The eleventh annual ‘Kings of Gaana’ took place at Troxy on 10th December, helmed by King’s College London's Tamil Society. British Tamil comedian Kutti Hari and returning champion Araniya Soosaipillai hosted the world’s largest inter-university Gaana competition.
This year’s chosen charity was Arobanam Children’s Fund. Founded in 1999, Arobanam Children’s Fund is a UK registered children’s charity which currently assists over 425 children in Sri Lanka and India.
Eight universities competed in the grand finale: Cardiff University, City University of London, University of Hertfordshire, Imperial College London, Queen Mary University, University of Nottingham, St George’s University of London and University College London. These performances were punctuated with other displays of Tamil musical artistry: Kowtham x MJ Melodies are a flautist and music producer respectively, alongside a trio of violinists Jashicha, Laksan and Jeshita.
This year Kings of Gaana was judged by four talented and well-known Tamil dancers: Jesi Sadayar, CC7 and Mithuja x Janusha.
Yesteryear’s returning judge Jesi Sadayar is a choreographer, creative director and movement designer from MIssissauga, Canada and was a finalist in Canada's Got Talent 2022. CC7 is a DJ, choreographer, and creative director, and a previous winner of Kings of Gaana, leading his team to consecutive victories. Mithuja and Janusha Amirthalingam are a multiple award winning choreographer, dancer and teacher duo from Zurich, Switzerland, classically trained in Bharathanatyam.

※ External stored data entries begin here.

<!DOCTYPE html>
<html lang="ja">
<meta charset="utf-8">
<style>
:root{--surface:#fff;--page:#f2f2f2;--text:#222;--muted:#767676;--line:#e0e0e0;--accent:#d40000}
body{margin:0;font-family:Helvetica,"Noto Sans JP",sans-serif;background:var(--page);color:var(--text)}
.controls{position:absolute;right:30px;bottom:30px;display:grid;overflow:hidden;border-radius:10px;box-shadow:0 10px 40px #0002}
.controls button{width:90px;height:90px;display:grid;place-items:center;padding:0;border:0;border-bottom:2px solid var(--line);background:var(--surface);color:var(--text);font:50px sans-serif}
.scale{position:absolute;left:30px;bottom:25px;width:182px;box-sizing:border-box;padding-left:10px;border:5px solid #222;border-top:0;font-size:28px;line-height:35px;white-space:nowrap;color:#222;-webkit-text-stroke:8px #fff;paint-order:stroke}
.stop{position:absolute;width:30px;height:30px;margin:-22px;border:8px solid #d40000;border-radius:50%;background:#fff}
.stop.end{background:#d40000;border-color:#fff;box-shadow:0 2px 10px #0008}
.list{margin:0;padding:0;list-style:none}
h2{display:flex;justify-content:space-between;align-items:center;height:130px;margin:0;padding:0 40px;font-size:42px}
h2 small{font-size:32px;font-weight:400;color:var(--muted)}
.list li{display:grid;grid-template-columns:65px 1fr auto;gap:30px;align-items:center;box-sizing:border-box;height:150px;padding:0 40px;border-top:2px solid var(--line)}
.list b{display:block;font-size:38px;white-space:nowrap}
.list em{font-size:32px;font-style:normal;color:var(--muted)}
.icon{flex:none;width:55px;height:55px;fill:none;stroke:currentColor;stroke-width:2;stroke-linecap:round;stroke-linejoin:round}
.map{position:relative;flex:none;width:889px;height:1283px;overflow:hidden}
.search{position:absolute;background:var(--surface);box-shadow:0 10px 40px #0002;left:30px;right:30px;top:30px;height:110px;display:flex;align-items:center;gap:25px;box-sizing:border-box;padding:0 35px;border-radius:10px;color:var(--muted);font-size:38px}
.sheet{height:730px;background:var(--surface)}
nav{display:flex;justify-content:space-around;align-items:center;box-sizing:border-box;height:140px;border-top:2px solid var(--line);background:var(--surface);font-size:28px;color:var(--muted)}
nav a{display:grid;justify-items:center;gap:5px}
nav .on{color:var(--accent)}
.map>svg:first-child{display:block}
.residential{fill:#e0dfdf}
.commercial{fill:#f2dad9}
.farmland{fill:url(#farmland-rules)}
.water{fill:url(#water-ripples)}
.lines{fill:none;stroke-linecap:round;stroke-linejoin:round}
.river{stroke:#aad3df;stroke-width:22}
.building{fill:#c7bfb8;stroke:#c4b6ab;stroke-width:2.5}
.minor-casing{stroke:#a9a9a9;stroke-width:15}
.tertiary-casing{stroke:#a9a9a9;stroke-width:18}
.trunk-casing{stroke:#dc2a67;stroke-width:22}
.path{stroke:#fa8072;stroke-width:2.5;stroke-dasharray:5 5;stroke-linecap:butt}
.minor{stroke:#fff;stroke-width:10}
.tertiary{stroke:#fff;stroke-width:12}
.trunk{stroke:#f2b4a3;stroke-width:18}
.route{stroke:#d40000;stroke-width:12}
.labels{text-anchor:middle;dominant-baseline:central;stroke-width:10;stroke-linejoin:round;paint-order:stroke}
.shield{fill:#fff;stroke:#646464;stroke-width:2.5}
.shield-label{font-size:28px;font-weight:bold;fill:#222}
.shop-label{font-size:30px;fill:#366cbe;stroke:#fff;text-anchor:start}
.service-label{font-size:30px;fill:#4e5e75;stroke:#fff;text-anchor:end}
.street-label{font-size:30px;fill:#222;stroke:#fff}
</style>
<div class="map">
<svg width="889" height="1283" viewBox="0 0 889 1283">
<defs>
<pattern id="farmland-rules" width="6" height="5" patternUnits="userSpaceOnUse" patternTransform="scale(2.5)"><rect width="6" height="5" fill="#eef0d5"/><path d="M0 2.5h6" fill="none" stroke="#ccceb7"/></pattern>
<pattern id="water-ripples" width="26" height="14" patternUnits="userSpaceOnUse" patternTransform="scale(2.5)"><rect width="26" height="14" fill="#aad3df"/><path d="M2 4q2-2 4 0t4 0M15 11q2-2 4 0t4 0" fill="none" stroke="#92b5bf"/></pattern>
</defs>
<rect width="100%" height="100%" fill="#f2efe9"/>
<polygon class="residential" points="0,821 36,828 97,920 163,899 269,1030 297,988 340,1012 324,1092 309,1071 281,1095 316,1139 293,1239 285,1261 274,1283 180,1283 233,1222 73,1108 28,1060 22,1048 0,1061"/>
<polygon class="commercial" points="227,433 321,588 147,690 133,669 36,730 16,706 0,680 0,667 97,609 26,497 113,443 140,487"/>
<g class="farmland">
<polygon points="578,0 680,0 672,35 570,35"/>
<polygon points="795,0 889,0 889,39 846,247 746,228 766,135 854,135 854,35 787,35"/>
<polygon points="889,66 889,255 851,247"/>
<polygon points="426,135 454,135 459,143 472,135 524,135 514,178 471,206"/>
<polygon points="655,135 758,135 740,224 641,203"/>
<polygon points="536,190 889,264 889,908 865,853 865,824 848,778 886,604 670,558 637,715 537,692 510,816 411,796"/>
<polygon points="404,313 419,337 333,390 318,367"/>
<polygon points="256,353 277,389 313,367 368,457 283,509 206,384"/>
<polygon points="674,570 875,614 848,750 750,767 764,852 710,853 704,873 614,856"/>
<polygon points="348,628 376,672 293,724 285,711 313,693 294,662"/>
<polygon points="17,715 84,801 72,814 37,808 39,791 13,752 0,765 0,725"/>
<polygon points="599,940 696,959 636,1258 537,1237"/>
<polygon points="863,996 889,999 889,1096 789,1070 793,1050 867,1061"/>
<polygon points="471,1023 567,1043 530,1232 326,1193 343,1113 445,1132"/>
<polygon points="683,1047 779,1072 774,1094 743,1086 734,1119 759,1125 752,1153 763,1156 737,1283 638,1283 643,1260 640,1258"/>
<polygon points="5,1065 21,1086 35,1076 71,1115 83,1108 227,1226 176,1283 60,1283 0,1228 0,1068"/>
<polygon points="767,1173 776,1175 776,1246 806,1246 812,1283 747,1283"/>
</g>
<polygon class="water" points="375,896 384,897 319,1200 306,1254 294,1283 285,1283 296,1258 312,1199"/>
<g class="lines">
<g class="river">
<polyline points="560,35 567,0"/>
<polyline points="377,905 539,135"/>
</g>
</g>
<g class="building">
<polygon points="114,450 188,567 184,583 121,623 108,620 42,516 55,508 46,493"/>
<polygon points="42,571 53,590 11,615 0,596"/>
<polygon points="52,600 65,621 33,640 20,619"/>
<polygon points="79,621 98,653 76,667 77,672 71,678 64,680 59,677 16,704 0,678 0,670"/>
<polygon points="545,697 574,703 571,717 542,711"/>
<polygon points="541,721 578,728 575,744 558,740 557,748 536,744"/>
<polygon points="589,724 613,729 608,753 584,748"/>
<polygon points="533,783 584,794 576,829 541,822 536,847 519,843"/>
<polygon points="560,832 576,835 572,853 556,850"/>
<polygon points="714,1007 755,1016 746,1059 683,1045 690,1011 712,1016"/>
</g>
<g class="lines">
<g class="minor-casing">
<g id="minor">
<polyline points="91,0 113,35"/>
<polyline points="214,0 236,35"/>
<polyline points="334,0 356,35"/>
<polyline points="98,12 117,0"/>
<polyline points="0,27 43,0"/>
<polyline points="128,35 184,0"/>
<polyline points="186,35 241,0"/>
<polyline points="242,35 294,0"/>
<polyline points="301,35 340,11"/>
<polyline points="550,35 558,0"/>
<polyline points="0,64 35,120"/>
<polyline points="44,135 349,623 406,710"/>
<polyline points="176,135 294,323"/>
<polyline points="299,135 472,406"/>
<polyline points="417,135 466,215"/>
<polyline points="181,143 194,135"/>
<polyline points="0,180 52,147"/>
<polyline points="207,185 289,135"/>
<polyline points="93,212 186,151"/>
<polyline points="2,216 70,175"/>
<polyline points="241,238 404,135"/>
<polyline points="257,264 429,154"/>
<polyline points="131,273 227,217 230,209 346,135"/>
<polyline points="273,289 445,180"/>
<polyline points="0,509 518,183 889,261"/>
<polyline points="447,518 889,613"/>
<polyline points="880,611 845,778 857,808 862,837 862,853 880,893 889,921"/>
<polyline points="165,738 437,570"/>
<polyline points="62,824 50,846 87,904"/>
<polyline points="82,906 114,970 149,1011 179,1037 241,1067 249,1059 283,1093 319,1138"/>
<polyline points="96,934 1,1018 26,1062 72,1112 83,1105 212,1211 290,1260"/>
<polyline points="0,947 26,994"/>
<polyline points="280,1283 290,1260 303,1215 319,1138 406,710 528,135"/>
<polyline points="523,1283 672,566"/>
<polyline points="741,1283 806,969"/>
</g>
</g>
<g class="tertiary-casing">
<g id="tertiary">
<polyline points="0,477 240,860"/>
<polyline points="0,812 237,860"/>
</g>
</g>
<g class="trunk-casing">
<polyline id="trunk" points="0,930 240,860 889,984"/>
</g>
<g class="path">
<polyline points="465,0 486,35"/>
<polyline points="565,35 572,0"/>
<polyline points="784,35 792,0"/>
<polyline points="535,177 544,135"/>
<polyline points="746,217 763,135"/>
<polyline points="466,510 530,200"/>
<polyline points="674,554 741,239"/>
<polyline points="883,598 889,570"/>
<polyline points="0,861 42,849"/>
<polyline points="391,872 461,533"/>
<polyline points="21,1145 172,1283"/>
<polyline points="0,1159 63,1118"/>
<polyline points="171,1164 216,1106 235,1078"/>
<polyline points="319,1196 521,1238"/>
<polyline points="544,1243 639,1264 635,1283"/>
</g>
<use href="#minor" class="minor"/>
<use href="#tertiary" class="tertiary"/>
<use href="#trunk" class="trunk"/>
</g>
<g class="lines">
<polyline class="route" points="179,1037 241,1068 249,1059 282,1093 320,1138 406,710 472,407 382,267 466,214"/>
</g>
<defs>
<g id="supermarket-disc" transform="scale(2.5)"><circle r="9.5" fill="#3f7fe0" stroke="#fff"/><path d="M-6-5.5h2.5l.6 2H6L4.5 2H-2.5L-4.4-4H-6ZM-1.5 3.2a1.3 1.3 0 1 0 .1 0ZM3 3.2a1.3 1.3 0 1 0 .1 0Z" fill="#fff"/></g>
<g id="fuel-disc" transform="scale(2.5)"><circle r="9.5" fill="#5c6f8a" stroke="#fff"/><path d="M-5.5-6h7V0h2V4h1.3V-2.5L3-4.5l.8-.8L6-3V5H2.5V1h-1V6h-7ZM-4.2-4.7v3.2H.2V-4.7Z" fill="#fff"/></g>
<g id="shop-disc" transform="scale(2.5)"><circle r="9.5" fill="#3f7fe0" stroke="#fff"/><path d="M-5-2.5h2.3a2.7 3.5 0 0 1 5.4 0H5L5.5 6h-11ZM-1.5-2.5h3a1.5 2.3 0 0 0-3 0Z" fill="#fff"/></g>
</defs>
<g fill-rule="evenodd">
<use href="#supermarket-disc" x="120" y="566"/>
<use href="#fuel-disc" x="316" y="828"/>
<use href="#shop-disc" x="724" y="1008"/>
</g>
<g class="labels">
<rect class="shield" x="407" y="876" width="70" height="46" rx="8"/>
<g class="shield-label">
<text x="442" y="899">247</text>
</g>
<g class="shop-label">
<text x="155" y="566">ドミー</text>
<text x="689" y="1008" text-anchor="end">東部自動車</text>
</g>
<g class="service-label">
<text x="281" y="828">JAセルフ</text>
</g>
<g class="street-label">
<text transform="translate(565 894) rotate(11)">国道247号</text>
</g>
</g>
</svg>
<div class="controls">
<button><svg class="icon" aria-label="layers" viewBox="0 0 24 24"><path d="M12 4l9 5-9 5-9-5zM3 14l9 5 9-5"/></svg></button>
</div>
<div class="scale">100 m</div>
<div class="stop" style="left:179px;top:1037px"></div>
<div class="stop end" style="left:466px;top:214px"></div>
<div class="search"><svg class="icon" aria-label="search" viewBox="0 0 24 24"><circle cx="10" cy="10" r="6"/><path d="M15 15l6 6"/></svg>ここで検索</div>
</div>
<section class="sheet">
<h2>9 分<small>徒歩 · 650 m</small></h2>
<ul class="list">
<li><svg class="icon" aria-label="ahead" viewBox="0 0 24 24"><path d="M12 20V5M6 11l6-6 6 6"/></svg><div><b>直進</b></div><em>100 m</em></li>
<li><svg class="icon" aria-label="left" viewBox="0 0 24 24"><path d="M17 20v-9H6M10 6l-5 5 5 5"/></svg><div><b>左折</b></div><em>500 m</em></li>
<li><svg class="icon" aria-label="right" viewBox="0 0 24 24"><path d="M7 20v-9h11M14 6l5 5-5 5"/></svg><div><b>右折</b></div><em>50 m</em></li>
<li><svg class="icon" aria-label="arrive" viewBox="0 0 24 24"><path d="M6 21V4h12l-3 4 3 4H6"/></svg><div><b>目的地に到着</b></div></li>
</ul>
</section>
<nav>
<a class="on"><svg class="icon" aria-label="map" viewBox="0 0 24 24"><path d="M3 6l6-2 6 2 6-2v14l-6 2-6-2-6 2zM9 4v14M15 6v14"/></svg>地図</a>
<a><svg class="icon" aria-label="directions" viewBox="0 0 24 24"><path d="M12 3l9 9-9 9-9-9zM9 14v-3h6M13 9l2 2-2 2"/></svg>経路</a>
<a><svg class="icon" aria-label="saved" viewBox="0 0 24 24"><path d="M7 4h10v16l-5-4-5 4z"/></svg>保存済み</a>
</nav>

The champions of Kings of Gaana X Imperial College London based their performance from 2018’s psycho-thriller film ‘Ratsasan,’ incorporating horror elements into their dance. St George’s performance was also inspired by the same film. The judges, equally wowed by both interpretations, awarded both universities third place.
Second place winners Cardiff University were inspired by 2018’s pan-India action Kannada blockbuster ‘KGF,’ using props such as weapons and flags from the film.
University of Nottingham were championed Kings of Gaana for the first time, winning for their 2007 Rajinikanth starrer ‘Sivaji The Boss’ inspired routine. Using glow-in-the-dark outfits and incorporating moments from the film through acrobatics, the University of Nottingham proved themselves to be worthy victors.
The University of Nottingham team shared their thoughts on their win:
“We wanted our performance to showcase the talent that resides in Nottingham which we’re sure other people haven’t seen. The film we chose to recreate was 'Sivaji,' which was such a big part of our childhoods. There were numerous elements in the film that we wanted to play with and showcase for that nostalgic feeling.”
“One of the challenges we faced was cleaning the dance. As many of our dancers were first time performers, they lacked the confidence to perform to their full potential. So, as choreographers, we made sure that they were given the right encouragement and guidance. Without a doubt, every single one of our dancers took on everything we said and smashed it on stage. We couldn’t be more proud!”
The title-winning performance from University of Nottingham.
“The competition was very tough this year and all the universities definitely brought their best. One thing that we did want in our performance was for it to be visually entertaining from the get-go. We wanted to emulate the jovial nature of this Tamil classic. We did this by selecting significant parts of the plot that would bring comedic, romantic and action-packed elements to portray the story simply and effectively.”
“It feels surreal to have won the cup as it is Nottingham's first time to ever participate in KOG. We couldn’t have done it without our hard working and dedicated team. Especially those who helped us behind the scenes. We wanted to thank Kaven, Ram, Shaayini, Amy and our lead Praveen for bringing our vision to life. We couldn’t have done it without them.”